Summary
A connection spike triggered a recurrence of the SQL connection overload issue from 09/23/2025.
Timeline (10/05/2025 EST)
08:00 Inbound SMTP connections spike
08:08 [First Machine Detection][Service Degradation Begins] Sentry alerting detects "too many connections" SQL issue, sends email to us. API endpoints and email forwarding begin being degraded.
08:15 [Machine Escalation] Our alerting detects errors for api.improvmx.com, and pages Matthew, the primary oncall
08:16 [Oncall Signs On] Oncall acknowledges the page and signs on
08:18 [Customers Notified] Oncall posts that we're investigating increased error rates.

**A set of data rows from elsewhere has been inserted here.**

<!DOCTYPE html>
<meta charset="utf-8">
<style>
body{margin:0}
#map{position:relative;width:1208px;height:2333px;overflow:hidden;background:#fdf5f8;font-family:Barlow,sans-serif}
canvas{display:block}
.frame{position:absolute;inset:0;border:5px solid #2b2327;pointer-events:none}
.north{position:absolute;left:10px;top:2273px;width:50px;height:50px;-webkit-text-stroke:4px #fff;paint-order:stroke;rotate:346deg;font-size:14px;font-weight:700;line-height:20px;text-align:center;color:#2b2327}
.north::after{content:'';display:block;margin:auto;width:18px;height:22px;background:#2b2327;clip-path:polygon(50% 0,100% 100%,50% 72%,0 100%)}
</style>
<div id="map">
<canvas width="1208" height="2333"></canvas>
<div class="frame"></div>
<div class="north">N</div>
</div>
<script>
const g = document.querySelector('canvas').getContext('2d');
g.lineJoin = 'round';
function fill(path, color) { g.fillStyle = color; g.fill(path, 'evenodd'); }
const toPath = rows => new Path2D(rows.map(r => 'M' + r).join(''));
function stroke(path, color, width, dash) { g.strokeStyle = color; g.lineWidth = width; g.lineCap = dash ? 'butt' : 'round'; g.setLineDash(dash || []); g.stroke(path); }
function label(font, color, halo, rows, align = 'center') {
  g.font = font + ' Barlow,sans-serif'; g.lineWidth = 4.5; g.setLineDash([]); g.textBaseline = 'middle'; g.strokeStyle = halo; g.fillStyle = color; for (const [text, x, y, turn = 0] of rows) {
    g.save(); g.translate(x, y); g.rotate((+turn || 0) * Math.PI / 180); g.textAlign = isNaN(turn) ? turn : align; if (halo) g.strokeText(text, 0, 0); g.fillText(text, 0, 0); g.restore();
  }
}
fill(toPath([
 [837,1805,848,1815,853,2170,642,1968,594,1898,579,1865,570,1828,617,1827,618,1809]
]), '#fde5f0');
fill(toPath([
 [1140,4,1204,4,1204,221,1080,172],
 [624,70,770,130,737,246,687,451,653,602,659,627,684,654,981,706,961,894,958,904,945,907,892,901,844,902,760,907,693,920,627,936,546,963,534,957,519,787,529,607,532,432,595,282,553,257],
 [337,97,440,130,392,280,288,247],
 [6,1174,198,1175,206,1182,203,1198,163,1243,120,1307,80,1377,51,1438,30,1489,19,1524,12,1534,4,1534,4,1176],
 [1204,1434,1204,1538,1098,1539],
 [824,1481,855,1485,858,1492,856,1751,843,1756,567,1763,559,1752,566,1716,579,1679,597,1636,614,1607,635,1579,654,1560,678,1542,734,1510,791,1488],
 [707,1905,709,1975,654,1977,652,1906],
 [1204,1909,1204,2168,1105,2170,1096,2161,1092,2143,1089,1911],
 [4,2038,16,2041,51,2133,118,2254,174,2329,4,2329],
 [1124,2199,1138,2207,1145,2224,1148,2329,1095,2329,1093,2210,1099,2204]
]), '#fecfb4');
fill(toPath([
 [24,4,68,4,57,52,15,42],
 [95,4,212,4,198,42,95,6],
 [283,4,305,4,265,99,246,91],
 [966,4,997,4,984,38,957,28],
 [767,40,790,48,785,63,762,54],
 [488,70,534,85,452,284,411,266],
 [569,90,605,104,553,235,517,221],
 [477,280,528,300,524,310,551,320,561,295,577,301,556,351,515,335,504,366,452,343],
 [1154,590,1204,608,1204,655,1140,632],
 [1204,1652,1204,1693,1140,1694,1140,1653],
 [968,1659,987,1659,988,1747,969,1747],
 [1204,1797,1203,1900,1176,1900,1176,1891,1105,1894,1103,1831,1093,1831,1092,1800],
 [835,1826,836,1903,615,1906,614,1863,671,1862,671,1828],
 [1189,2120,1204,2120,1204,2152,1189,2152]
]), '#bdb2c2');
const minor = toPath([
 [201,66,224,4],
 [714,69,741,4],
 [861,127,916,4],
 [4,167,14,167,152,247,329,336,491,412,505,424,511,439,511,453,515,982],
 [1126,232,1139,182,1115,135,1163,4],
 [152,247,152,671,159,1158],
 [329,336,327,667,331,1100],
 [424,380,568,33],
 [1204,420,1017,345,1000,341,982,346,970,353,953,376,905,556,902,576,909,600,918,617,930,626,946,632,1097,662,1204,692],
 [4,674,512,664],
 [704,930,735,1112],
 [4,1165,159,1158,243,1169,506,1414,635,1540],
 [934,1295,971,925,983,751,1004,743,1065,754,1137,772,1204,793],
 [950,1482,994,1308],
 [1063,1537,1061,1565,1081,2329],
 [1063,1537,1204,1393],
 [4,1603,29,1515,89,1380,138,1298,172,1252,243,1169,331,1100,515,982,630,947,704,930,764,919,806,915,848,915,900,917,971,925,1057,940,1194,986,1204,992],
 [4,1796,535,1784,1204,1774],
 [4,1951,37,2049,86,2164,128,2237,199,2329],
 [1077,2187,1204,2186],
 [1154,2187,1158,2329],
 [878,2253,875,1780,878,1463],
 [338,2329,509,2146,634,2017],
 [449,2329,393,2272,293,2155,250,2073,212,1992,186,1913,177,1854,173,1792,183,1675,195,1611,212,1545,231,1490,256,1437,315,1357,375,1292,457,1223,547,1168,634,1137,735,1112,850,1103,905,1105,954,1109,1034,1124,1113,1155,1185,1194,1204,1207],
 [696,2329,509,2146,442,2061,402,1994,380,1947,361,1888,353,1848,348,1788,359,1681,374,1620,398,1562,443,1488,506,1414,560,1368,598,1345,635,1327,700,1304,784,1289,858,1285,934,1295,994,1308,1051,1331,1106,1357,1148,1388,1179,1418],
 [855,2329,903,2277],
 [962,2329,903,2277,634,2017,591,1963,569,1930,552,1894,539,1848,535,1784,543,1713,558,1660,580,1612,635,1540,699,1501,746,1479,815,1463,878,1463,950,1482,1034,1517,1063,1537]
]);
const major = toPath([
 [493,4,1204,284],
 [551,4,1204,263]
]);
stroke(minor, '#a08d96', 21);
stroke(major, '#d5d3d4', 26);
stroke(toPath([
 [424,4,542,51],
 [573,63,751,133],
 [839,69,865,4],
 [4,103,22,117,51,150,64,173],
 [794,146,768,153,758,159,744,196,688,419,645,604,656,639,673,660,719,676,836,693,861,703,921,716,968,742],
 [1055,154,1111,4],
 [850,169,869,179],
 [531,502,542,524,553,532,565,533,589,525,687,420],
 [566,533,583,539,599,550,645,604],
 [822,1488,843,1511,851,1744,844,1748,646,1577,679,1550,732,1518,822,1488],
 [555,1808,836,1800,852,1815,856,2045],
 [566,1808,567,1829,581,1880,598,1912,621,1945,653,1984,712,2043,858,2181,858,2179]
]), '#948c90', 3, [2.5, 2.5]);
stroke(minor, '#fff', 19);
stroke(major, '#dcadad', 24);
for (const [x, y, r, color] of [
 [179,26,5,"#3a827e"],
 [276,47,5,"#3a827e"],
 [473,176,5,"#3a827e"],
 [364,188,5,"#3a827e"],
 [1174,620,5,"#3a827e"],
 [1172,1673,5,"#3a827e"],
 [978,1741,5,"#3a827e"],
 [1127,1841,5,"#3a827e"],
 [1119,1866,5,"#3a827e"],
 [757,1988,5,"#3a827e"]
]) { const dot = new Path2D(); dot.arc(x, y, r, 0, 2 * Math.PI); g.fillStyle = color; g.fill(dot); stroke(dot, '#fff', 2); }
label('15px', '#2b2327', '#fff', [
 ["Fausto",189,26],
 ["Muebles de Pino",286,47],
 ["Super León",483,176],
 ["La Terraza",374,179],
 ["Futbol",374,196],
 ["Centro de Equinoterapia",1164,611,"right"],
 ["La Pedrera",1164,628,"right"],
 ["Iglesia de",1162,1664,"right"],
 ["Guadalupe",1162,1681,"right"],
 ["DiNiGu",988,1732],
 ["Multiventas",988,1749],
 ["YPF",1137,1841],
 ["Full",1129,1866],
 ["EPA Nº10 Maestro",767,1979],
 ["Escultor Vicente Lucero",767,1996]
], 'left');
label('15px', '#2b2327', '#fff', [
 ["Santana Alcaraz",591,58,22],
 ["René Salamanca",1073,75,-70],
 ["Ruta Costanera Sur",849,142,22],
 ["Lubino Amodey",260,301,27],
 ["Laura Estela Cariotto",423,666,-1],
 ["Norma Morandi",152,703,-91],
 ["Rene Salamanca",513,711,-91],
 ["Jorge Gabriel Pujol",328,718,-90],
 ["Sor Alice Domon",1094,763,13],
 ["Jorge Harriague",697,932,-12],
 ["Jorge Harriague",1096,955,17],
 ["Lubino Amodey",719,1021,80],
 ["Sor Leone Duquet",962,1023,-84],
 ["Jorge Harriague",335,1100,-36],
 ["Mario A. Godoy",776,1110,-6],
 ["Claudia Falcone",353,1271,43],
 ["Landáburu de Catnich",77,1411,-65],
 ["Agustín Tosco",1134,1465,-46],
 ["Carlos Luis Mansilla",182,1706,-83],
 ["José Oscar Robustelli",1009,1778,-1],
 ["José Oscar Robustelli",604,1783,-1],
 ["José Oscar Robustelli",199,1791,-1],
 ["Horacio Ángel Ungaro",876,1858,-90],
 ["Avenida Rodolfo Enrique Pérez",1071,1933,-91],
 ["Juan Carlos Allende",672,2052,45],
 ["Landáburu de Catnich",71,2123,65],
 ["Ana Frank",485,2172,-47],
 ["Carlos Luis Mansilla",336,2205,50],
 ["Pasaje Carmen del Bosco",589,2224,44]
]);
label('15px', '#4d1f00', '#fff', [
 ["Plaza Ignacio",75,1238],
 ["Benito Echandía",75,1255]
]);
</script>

08:58 [Mitigation #1 Attempted][Recovery Begins] Oncall recognizes that the SQL servers are under heavy load, and upgrades one of the SQL secondaries to an EC2 machine 4x the size.
09:08 [Mitigation #2 Attempted] The upgrade seems to have a positive effect, so oncall proceeds to 4x upgrade the other secondary and primary as well.
09:10 [Recovery Complete] The full upgrade of the SQL cluster causes the SQL connection overload error to disappear from all clients.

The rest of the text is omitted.